→ **About this exercise**
What lines in the records include the string "stream"? Return each one.

Stored data:
============

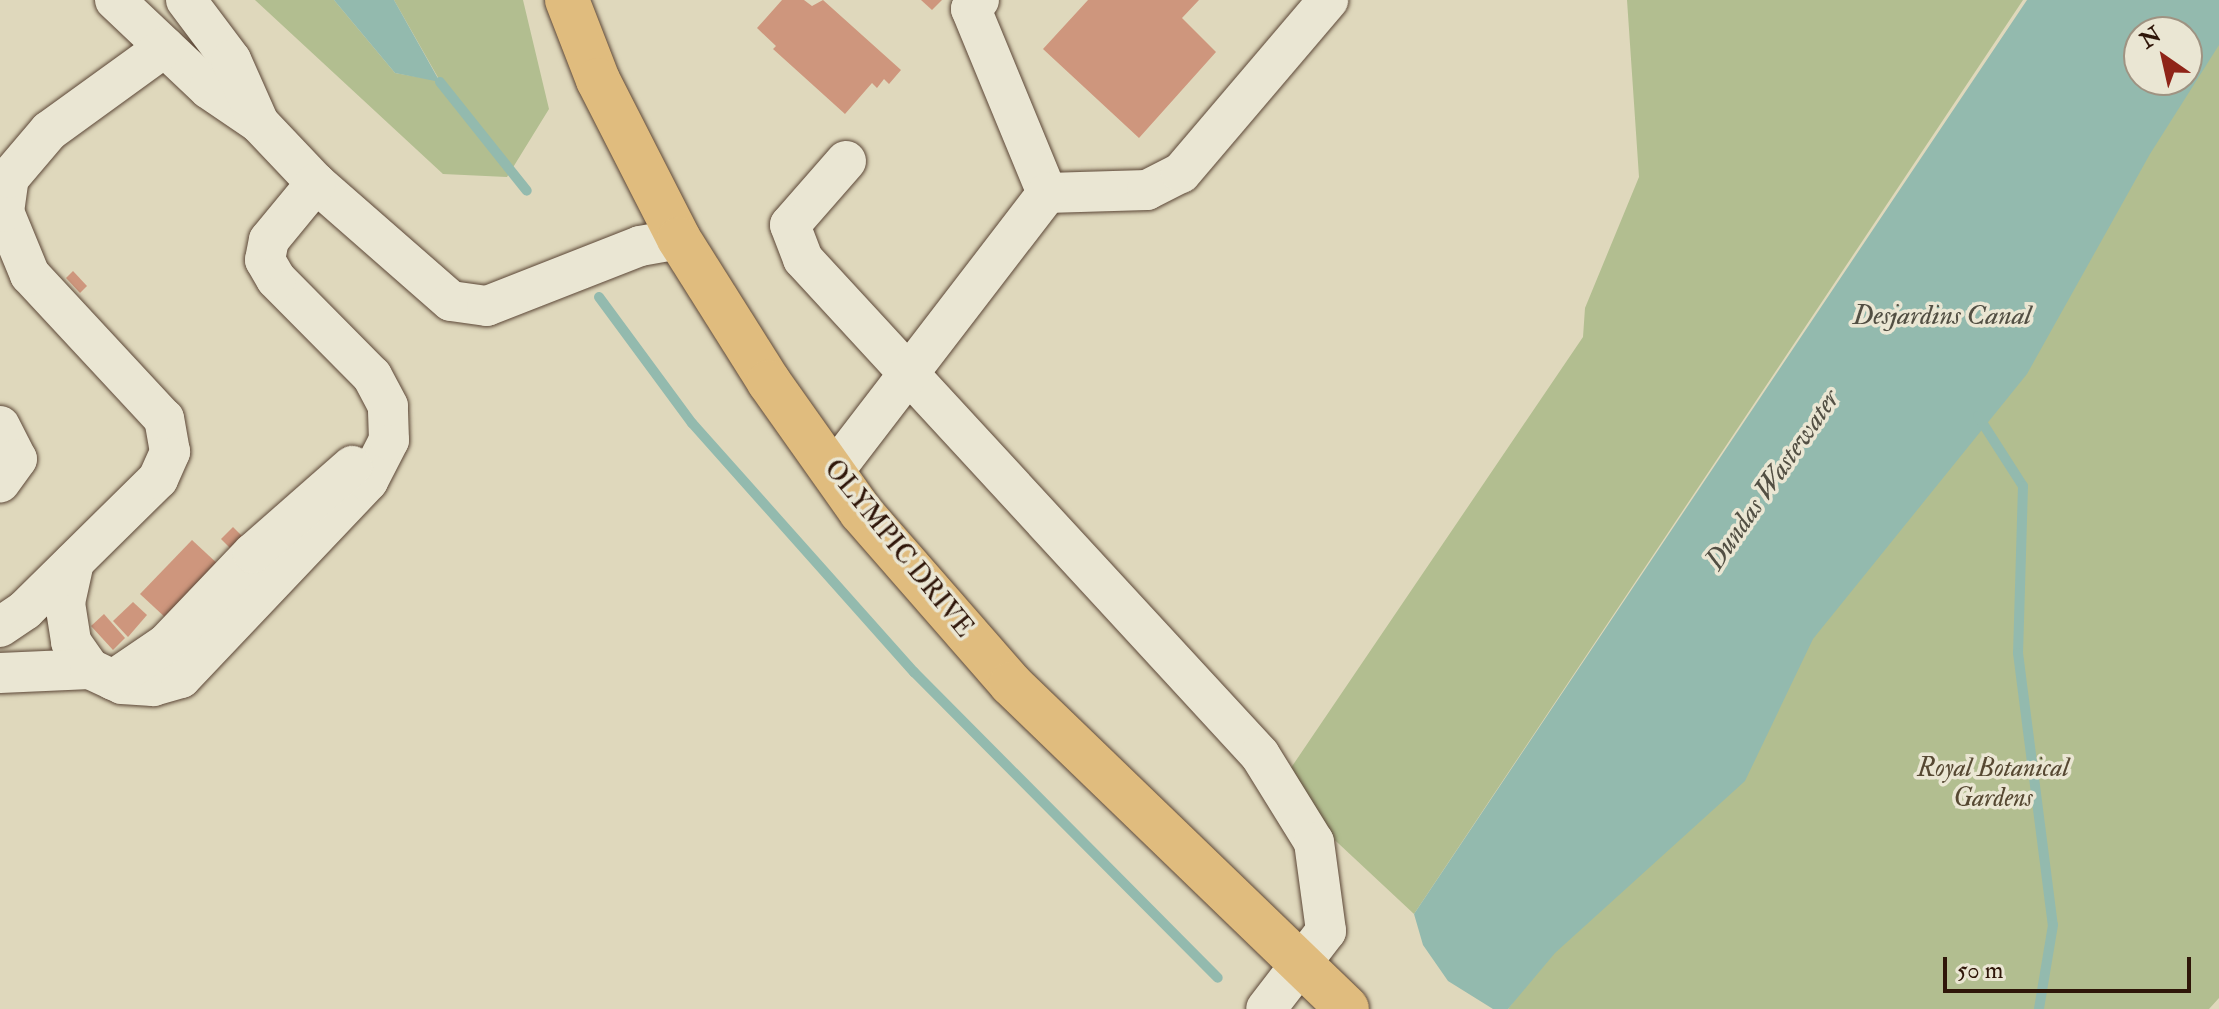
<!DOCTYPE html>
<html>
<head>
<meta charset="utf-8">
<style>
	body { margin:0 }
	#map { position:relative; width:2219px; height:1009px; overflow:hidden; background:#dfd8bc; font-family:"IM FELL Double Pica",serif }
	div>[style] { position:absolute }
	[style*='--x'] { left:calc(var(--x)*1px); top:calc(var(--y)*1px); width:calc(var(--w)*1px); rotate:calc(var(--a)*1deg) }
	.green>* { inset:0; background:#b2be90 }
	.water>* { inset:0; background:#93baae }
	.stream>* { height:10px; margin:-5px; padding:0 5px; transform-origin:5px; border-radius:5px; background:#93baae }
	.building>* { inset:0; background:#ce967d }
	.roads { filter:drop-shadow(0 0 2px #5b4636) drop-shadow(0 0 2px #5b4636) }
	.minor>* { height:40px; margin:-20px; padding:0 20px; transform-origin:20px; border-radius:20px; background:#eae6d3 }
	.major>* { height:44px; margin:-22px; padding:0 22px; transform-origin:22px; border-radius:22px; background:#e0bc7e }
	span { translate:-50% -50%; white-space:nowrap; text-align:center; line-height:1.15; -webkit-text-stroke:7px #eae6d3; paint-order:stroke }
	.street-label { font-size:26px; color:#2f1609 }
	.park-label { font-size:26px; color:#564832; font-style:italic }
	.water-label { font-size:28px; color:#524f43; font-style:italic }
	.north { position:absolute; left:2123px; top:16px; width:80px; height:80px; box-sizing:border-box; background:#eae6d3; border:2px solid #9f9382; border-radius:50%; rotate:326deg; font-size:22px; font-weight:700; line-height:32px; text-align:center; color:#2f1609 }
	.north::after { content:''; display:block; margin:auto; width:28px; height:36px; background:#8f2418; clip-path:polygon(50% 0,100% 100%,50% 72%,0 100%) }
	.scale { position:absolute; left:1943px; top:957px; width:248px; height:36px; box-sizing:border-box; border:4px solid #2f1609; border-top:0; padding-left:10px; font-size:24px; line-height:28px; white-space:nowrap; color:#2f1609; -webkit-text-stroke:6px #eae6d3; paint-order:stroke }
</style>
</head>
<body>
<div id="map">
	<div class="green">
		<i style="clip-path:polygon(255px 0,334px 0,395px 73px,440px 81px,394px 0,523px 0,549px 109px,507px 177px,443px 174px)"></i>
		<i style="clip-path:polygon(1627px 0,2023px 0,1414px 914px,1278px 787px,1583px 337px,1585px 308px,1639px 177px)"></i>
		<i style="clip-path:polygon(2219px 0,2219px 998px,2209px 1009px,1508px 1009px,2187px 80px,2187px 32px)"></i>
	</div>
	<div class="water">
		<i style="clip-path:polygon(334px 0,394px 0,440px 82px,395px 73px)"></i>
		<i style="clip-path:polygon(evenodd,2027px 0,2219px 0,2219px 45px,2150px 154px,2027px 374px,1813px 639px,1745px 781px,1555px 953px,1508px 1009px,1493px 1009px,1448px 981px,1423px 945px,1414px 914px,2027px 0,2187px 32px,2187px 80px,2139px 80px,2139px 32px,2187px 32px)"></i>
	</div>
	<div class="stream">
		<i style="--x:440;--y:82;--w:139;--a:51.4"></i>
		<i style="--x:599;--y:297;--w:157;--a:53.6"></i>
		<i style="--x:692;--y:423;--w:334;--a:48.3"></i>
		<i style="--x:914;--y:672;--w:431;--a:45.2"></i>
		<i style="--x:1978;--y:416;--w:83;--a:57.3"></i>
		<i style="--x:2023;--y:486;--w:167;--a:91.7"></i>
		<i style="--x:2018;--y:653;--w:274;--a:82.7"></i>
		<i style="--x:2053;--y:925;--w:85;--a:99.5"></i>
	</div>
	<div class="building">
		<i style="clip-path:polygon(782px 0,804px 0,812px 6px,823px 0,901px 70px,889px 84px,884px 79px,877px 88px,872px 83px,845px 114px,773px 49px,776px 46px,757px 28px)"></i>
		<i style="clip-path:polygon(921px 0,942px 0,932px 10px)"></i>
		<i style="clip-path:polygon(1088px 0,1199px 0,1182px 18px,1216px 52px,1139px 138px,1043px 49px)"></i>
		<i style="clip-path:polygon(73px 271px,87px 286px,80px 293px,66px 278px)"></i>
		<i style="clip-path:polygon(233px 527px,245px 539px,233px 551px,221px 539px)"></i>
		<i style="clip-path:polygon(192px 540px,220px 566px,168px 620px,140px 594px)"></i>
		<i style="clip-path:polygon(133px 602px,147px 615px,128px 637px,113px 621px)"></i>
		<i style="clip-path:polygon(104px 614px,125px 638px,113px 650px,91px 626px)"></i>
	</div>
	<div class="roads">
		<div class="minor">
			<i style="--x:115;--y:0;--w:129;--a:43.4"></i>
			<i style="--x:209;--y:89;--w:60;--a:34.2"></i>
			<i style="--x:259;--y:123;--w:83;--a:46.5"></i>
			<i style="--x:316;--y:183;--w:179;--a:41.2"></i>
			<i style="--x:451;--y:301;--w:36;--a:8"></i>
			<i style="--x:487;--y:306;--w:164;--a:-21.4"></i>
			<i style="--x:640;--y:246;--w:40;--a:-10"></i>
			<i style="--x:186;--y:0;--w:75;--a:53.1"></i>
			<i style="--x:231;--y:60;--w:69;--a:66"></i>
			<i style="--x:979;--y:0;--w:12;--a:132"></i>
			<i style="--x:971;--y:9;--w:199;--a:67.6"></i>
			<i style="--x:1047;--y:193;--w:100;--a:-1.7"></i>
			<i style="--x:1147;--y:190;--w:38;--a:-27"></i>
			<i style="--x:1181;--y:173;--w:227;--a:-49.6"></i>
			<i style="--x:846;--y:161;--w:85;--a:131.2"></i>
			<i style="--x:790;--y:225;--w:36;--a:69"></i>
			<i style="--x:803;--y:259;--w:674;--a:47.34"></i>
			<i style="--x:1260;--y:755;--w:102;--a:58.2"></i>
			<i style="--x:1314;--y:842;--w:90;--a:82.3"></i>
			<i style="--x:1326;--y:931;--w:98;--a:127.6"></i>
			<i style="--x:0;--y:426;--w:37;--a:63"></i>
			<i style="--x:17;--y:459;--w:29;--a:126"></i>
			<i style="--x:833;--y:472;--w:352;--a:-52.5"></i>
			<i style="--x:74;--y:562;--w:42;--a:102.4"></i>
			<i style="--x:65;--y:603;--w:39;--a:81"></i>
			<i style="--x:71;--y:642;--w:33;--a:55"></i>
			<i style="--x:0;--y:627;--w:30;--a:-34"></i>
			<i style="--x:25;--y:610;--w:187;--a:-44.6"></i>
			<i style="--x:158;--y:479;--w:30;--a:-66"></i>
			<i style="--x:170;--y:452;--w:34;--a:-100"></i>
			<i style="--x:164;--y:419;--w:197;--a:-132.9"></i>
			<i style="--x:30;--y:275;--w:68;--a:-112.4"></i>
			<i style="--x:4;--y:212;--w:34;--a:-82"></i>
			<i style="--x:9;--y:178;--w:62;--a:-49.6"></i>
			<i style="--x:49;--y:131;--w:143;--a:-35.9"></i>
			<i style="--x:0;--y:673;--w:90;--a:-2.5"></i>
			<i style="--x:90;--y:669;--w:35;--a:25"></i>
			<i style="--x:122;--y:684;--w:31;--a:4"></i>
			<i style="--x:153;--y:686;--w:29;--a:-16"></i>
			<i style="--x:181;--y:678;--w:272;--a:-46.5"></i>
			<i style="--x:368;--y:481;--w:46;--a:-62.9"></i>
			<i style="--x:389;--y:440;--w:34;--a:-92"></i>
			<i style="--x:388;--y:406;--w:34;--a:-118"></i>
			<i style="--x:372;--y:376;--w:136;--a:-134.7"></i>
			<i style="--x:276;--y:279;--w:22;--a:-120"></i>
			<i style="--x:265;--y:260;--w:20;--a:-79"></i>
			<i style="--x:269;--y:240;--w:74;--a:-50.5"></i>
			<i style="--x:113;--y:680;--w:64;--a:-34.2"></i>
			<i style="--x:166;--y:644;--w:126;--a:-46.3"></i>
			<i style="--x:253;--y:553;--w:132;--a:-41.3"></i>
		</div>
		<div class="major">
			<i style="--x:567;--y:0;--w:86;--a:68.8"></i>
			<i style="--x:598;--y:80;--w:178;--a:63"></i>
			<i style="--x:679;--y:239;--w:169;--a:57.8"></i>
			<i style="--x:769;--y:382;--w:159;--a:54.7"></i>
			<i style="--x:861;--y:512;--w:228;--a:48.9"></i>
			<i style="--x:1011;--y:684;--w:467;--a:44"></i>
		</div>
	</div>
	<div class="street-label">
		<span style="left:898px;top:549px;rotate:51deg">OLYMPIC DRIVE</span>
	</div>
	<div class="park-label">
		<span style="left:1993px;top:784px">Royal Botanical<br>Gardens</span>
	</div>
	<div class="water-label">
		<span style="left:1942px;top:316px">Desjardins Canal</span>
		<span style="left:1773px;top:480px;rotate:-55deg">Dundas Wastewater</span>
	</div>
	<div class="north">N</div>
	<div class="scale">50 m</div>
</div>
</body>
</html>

============

→ **Task response**
	.stream>* { height:10px; margin:-5px; padding:0 5px; transform-origin:5px; border-radius:5px; background:#93baae }
	<div class="stream">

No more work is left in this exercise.